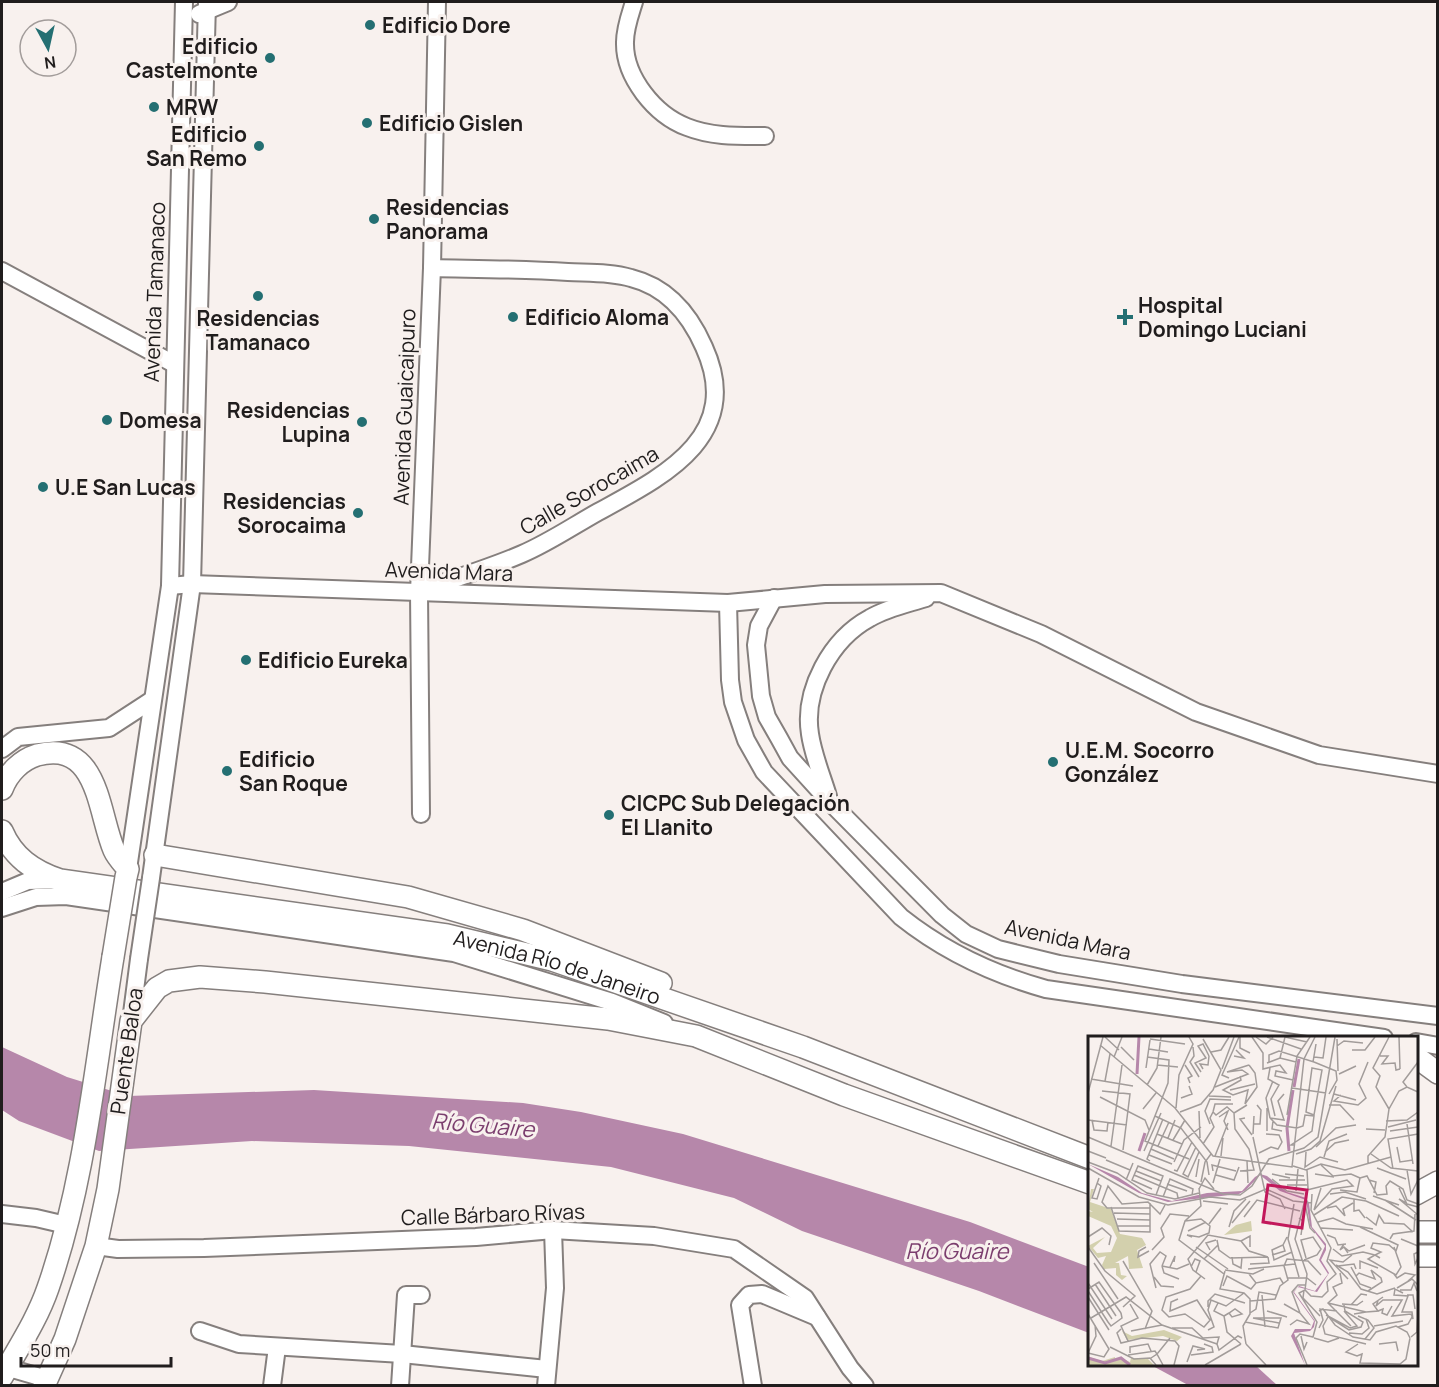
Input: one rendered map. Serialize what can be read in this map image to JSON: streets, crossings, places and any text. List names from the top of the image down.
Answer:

* * *

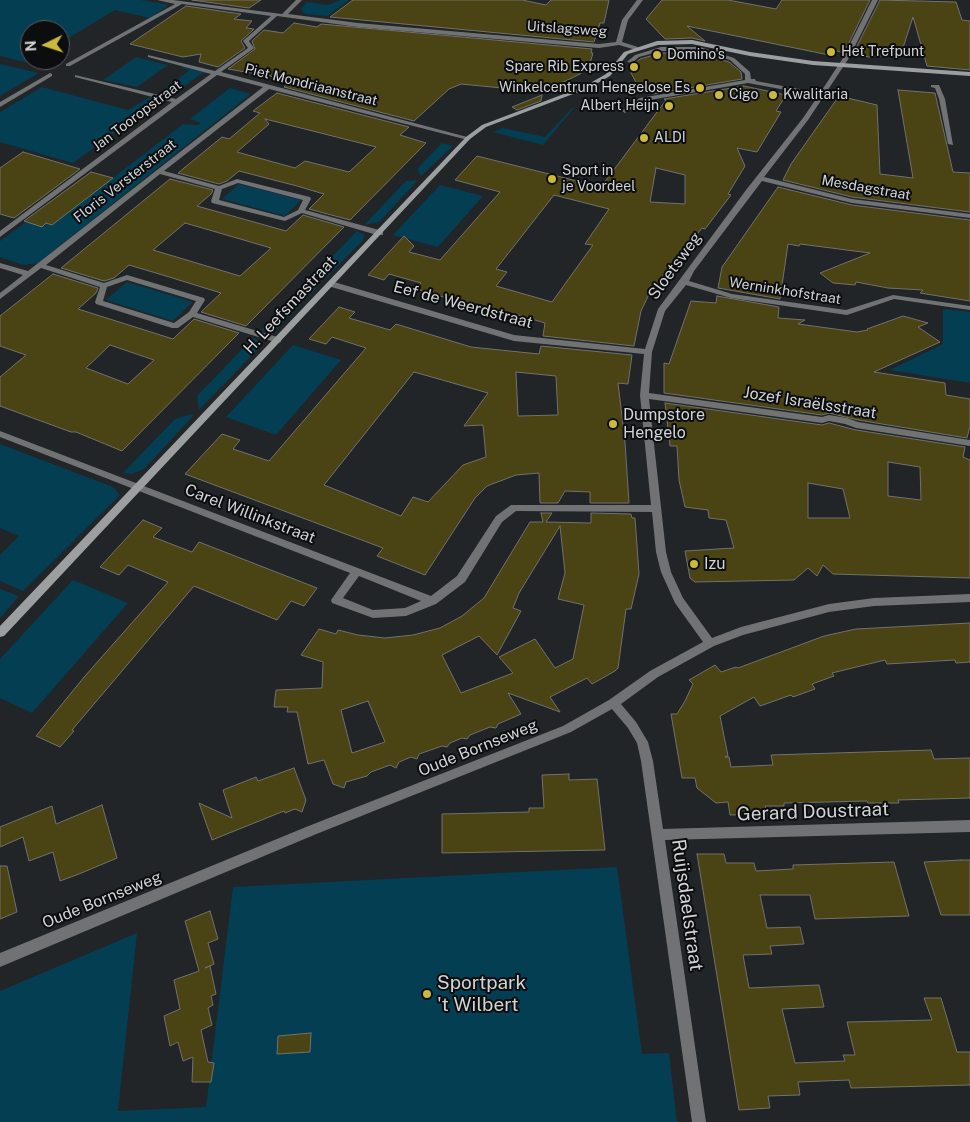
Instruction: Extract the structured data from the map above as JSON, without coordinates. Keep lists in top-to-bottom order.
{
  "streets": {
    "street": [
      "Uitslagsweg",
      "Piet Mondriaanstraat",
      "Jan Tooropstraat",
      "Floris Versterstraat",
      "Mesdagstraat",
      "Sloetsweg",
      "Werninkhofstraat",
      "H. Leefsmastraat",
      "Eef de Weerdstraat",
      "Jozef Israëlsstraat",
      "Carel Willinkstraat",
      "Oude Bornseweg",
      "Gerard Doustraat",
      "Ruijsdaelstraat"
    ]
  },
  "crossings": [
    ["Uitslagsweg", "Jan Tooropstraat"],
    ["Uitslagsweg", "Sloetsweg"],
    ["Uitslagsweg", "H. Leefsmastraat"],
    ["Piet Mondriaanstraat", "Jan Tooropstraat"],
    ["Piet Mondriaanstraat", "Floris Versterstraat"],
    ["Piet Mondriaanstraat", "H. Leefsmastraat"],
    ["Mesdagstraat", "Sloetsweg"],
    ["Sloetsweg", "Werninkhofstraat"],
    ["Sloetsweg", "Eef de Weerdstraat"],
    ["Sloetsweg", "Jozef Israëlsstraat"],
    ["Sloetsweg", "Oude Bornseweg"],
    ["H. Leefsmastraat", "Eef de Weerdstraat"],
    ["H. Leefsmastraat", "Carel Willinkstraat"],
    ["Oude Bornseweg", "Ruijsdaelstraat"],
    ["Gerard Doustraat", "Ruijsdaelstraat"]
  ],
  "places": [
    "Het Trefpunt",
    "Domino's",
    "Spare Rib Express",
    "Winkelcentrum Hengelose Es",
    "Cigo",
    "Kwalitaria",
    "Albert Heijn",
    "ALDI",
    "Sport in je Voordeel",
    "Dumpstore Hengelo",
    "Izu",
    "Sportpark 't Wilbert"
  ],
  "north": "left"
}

==

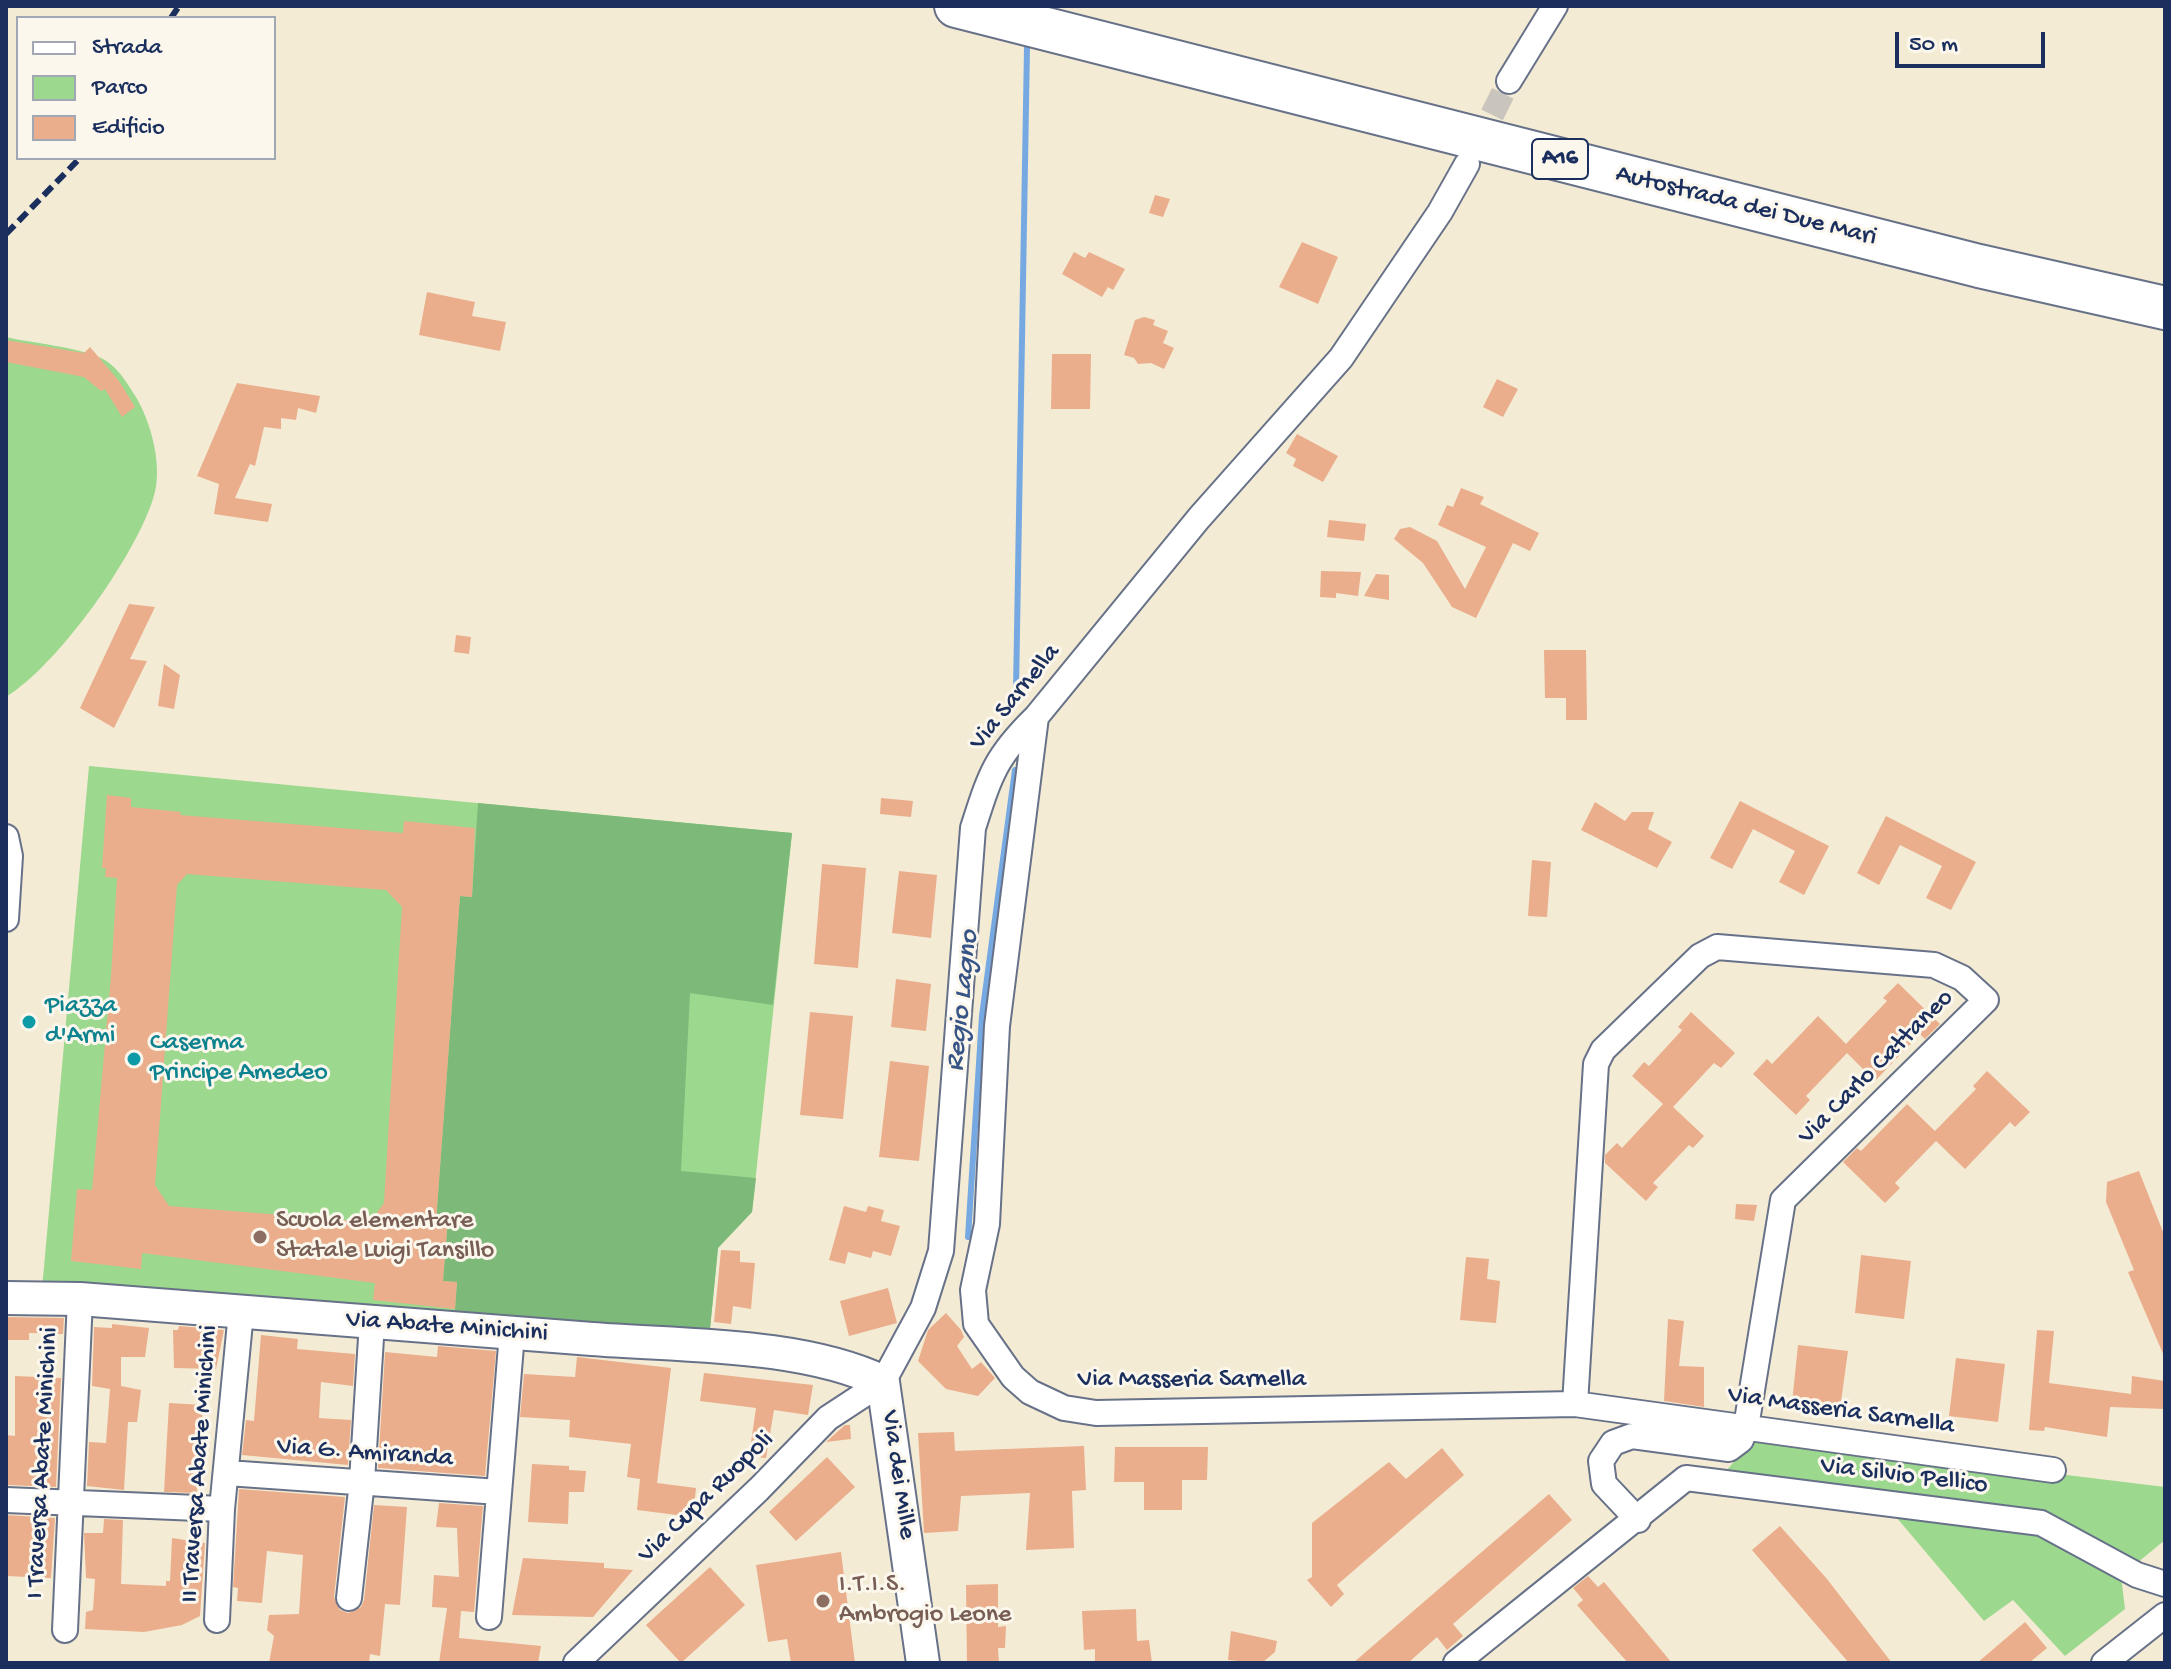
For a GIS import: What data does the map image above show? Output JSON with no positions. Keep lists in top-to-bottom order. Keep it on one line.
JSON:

_AIM OF THE EXERCISE_
Show every line from the entries that includes the word "image".

_RESULT FOR THIS EXERCISE_
Input: one rendered map. Serialize what can be read in this map image to JSON: streets, crossings, places and any text. List names from the top of the image down.
For a GIS import: What data does the map image above show? Output JSON with no positions. Keep lists in top-to-bottom order. Keep it on one line.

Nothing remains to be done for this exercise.